Le prince héritier d'Abou Dhabi Khaled ben Mohammad ben Zayed Al-Nahyane, lors d'une rencontre avec le président russe Vladimir Poutine en marge du sommet de l'Union économique eurasiatique à Minsk, en Biélorussie, le 27 juin 2025. Photo d'illustration Sputnik/Alexander Kazakov/Reuters
Le changement se voulait discret. Vendredi 30 janvier, Abou Dhabi a annoncé que son fonds ADQ, pesant plus de 260 milliards de dollars, passait sous le contrôle de L’IMAD. Établie récemment, cette « plateforme souveraine d’investissement du gouvernement d’Abou Dhabi, chargée de soutenir une croissance économique durable, de diversifier les sources de revenus et d’obtenir des retours sur investissement optimaux pour l’émirat » est présidée par le fils aîné du président émirati, Khaled ben Mohammad ben Zayed Al-Nahyane, prince héritier d’Abou Dhabi. Un transfert générationnel encore inédit dans l’émirat, alors que le fonds ADQ était jusque-là géré par cheikh Tahnoun ben Zayed, frère de MBZ. La décision consolide ainsi la position du prince héritier d’Abou Dhabi, censé prendre la suite de son père, alors que le pouvoir politique de la fédération est détenu par l’émirat face à son petit frère de Dubaï.
Avec l’intégration du fonds ADQ à celui de L’IMAD, cheikh Khaled ben Mohammed ben Zayed contrôle désormais un fonds estimé à 300 milliards de dollars, comprenant des joyaux émiratis comme la compagnie Etihad Airways, des infrastructures portuaires sous AD Ports Group ou encore ferroviaires sous Etihad Rail, ainsi que des sociétés stratégiques telles que TAQA, spécialisée dans l’énergie et l’eau, ou encore ENEC, focalisée sur l’énergie nucléaire. Selon le Financial Times, L’IMAD a déjà acquis, depuis sa récente création, la compagnie locale automobile CYVN, qui détient McLaren et 18% du constructeur chinois de véhicules électriques Nio, ainsi qu’un parc immobilier conséquent à travers une participation majoritaire dans Modon Holding. Si le nouveau fonds s’était fait connaître en décembre dernier, en participant à une offre de 108 milliards de dollars pour racheter Warner Bros à la place de Netflix, c’est seulement à la mi-janvier que le Conseil suprême pour les affaires économiques et financières d’Abou Dhabi a désigné son conseil d’administration.

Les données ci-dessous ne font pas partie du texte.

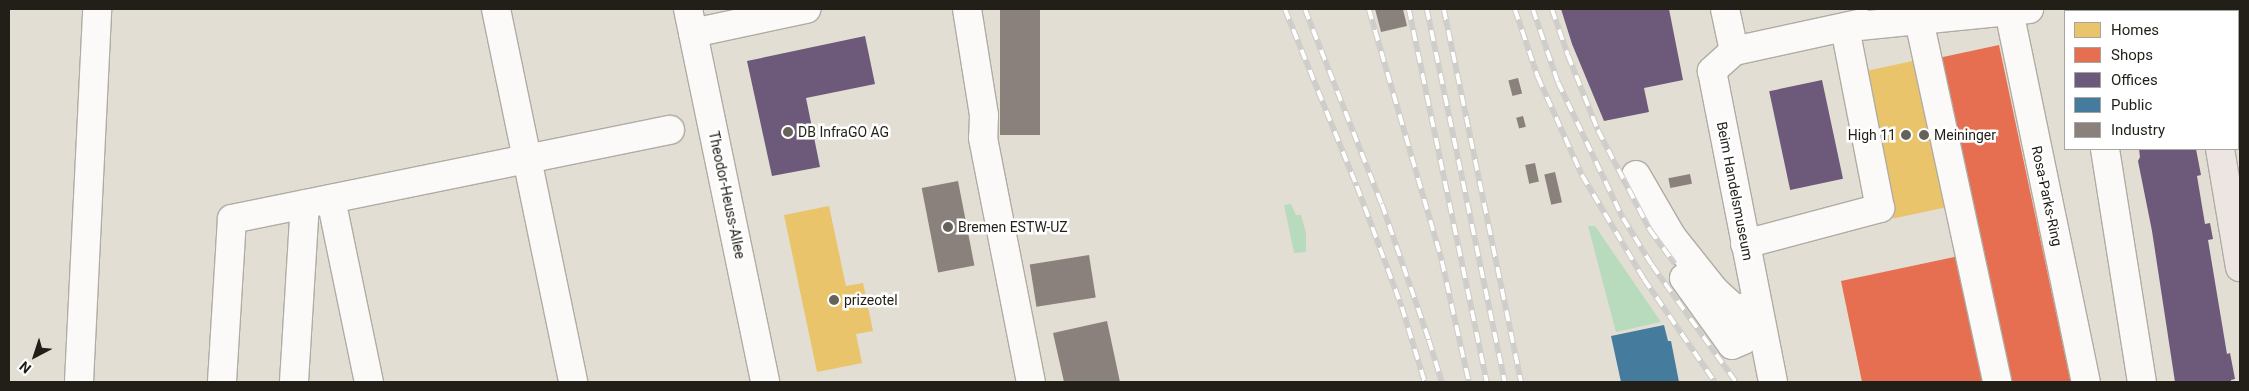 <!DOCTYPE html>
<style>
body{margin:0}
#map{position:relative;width:2249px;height:391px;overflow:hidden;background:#e3ded3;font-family:Roboto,sans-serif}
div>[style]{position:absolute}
.green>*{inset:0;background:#b8dbbe}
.homes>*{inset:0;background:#e9c46a;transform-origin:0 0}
.shops>*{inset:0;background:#e76f51;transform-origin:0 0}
.offices>*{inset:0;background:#6d597a;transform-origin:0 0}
.public>*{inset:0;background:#457b9d}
.industry>*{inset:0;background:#8a817c;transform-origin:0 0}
.roads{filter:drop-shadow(1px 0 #b0aca4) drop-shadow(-1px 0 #b0aca4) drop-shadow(0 1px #b0aca4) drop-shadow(0 -1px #b0aca4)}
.minor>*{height:28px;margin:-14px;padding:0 14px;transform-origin:14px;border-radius:14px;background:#fbfaf8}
.major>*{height:28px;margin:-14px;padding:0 14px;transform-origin:14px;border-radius:14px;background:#ede5e2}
.highway>*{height:28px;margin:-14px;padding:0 14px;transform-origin:14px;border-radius:14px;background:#e4d6d4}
.rail>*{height:5.5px;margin-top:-2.75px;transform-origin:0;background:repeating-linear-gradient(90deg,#fff 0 11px,#cfcdca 0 22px);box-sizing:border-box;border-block:1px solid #cfcdca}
.dots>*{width:14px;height:14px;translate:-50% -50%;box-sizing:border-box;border:2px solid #fff;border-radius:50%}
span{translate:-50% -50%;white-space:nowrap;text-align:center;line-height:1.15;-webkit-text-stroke:5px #fff;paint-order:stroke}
.poi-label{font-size:14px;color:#211f17}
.left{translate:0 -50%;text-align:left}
.right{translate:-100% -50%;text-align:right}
.street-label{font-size:14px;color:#211f17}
.frame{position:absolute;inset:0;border:10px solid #211f17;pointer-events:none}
.legend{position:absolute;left:2064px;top:10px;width:175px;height:140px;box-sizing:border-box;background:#fff;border:1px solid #a6a5a2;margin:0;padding:6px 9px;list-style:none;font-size:15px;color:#211f17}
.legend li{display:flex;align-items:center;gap:10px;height:25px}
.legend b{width:25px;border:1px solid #a6a5a2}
.north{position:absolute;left:10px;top:331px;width:50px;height:50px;-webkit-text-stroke:4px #fff;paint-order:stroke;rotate:220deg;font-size:14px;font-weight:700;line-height:20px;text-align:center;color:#211f17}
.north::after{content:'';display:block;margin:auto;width:18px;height:22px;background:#211f17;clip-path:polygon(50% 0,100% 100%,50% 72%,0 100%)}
</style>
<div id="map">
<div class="green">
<i style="clip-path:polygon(1291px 204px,1296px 215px,1301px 215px,1306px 233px,1306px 252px,1294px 253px,1284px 205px)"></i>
<i style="clip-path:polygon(1588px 226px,1595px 226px,1661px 322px,1616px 332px)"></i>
</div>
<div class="homes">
<i style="left:1922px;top:59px;width:150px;height:61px;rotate:78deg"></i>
<i style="clip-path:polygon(829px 206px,846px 286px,863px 283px,873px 331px,856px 334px,862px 363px,817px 372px,784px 215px)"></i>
</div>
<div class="shops">
<i style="left:1999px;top:45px;width:344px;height:62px;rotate:78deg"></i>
<i style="clip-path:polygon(1959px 256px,1986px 382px,1862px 382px,1841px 281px)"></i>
</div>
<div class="offices">
<i style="clip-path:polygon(1561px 9px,1669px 9px,1683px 80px,1644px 88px,1649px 112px,1604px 121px,1572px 44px)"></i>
<i style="clip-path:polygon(865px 36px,875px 84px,806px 98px,820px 167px,772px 176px,747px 61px)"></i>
<i style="left:1822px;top:80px;width:101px;height:54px;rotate:78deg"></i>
<i style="clip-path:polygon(2139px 149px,2196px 149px,2201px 175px,2197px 176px,2205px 224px,2210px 223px,2213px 239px,2208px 240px,2227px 354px,2230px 353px,2235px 379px,2231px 380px,2231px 382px,2175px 382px,2152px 231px,2138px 161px,2140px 157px)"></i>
</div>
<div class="public">
<i style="clip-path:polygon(1664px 325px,1668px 341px,1671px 341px,1679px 382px,1621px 382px,1611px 336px)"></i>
</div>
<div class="industry">
<i style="left:1000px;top:9px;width:40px;height:126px"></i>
<i style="clip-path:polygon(1375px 9px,1403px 9px,1407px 26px,1381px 32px)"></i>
<i style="left:1518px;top:78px;width:16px;height:10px;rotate:75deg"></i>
<i style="left:1523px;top:116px;width:11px;height:7px;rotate:75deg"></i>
<i style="left:1535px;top:163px;width:19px;height:10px;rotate:78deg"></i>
<i style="left:1555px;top:172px;width:31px;height:11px;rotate:77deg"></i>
<i style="left:1690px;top:174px;width:10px;height:22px;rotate:79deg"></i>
<i style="left:958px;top:181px;width:86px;height:37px;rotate:79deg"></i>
<i style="left:1089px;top:255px;width:43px;height:60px;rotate:81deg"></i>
<i style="clip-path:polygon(1107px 321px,1120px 382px,1064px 382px,1053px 333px)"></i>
</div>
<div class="roads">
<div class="minor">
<i style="left:496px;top:9px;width:381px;rotate:78.3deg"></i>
<i style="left:688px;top:9px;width:381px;rotate:78.3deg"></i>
<i style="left:967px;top:9px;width:107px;rotate:80.9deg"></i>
<i style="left:984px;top:115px;width:23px;rotate:92deg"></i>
<i style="left:983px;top:138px;width:249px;rotate:78.9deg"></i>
<i style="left:1725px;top:9px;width:43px;rotate:77.9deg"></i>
<i style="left:2009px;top:11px;width:379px;rotate:78.3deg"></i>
<i style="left:1919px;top:20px;width:370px;rotate:77.8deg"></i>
<i style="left:1849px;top:27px;width:181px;rotate:-5.7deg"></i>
<i style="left:693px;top:33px;width:116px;rotate:-12deg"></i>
<i style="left:1734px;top:51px;width:30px;rotate:138deg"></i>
<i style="left:1712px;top:71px;width:317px;rotate:78.9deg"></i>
<i style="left:1734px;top:51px;width:131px;rotate:-12.3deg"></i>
<i style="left:2105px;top:149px;width:236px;rotate:81deg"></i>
<i style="left:1636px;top:175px;width:72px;rotate:59.9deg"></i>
<i style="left:1672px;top:237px;width:69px;rotate:51.5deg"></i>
<i style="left:1715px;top:291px;width:27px;rotate:42deg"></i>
<i style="left:1735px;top:309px;width:23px;rotate:-10deg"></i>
<i style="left:331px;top:199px;width:187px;rotate:78.3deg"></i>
<i style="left:1745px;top:244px;width:140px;rotate:-14.9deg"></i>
<i style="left:1880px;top:208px;width:183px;rotate:-101deg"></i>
<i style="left:1684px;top:278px;width:82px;rotate:54.4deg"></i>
<i style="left:1732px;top:345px;width:12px;rotate:-24deg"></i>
<i style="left:1743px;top:340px;width:32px;rotate:-104deg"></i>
<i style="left:79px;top:382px;width:373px;rotate:-87.2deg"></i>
<i style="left:222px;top:382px;width:163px;rotate:-86.5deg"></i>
<i style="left:232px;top:219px;width:447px;rotate:-11.5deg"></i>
<i style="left:294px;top:382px;width:178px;rotate:-86.5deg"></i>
</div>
<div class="major">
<i style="left:2195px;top:9px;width:2px;rotate:90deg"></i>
<i style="left:2220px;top:149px;width:120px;rotate:80.4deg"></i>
</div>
<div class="highway">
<i style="left:2223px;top:9px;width:2px;rotate:63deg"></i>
<i style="left:2238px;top:98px;width:15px;rotate:82deg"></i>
</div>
</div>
<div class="rail">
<i style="left:1285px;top:9px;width:191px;rotate:67.9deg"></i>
<i style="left:1357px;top:186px;width:129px;rotate:69.6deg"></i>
<i style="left:1402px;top:307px;width:78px;rotate:73deg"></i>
<i style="left:1305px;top:9px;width:210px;rotate:68.5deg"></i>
<i style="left:1382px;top:204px;width:144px;rotate:70.9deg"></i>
<i style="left:1429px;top:340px;width:44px;rotate:72.8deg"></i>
<i style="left:1369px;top:9px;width:262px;rotate:73.8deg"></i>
<i style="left:1442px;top:261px;width:124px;rotate:77.4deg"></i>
<i style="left:1409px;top:9px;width:381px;rotate:78.2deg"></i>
<i style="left:1427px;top:9px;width:381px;rotate:78.2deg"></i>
<i style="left:1444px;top:9px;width:381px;rotate:78.3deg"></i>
<i style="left:1515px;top:9px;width:72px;rotate:71.3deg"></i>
<i style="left:1538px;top:77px;width:107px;rotate:65.8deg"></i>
<i style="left:1582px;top:175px;width:121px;rotate:59.2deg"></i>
<i style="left:1644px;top:279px;width:125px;rotate:55.4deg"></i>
<i style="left:1533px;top:9px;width:77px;rotate:71.1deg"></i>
<i style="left:1558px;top:82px;width:151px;rotate:64.5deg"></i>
<i style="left:1623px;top:218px;width:55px;rotate:58.3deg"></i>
<i style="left:1652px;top:265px;width:144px;rotate:54.3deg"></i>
<i style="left:1552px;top:9px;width:49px;rotate:70.8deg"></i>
<i style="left:1568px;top:55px;width:81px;rotate:68.2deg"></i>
<i style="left:1598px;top:130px;width:113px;rotate:62.5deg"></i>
<i style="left:1650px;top:230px;width:42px;rotate:53.7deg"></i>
</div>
<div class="dots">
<i style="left:788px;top:132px;background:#656259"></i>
<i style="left:1906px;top:135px;background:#656259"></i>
<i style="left:1924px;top:135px;background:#656259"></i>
<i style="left:948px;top:227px;background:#656259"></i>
<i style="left:834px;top:300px;background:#656259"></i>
</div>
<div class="poi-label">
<span class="left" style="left:798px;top:132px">DB InfraGO AG</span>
<span class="right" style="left:1896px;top:135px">High 11</span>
<span class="left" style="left:1934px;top:135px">Meininger</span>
<span class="left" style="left:958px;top:227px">Bremen ESTW-UZ</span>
<span class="left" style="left:844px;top:300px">prizeotel</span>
</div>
<div class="street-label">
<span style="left:1735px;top:191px;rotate:79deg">Beim Handelsmuseum</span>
<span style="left:727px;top:195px;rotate:78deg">Theodor-Heuss-Allee</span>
<span style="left:2047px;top:196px;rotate:78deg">Rosa-Parks-Ring</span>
</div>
<div class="frame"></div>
<ul class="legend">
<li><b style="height:14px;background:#e9c46a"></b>Homes</li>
<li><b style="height:14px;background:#e76f51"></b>Shops</li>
<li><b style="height:14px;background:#6d597a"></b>Offices</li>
<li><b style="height:14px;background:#457b9d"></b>Public</li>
<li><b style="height:14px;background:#8a817c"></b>Industry</li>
</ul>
<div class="north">N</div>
</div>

Placé à la tête de L’IMAD, le fils aîné de MBZ, 44 ans, suit les traces de son père, pour lequel le fonds souverain Mubadala avait été créé en 2002 afin de consolider son pouvoir sous le règne de son propre père. D’après le média Gulf Business, l’objectif du nouveau fonds est de créer des géants nationaux dans les domaines stratégiques de l’énergie et des infrastructures, de l’aviation et de la logistique, de la santé et de l’alimentaire, et de l’immobilier et la finance. Une vision qui s’inscrit dans le contexte de la compétition à la diversification économique qui se joue dans le Golfe, particulièrement remise en lumière au moment où les Émirats arabes unis et l’Arabie saoudite s’écharpent par médias interposés. Khaled ben Mohammad ben Zayed a été nommé prince héritier en 2023, après que son père était devenu président de la fédération émiratie, certains observateurs s’attendant plutôt à ce que son oncle Tahnoun soit désigné premier de la ligne de succession.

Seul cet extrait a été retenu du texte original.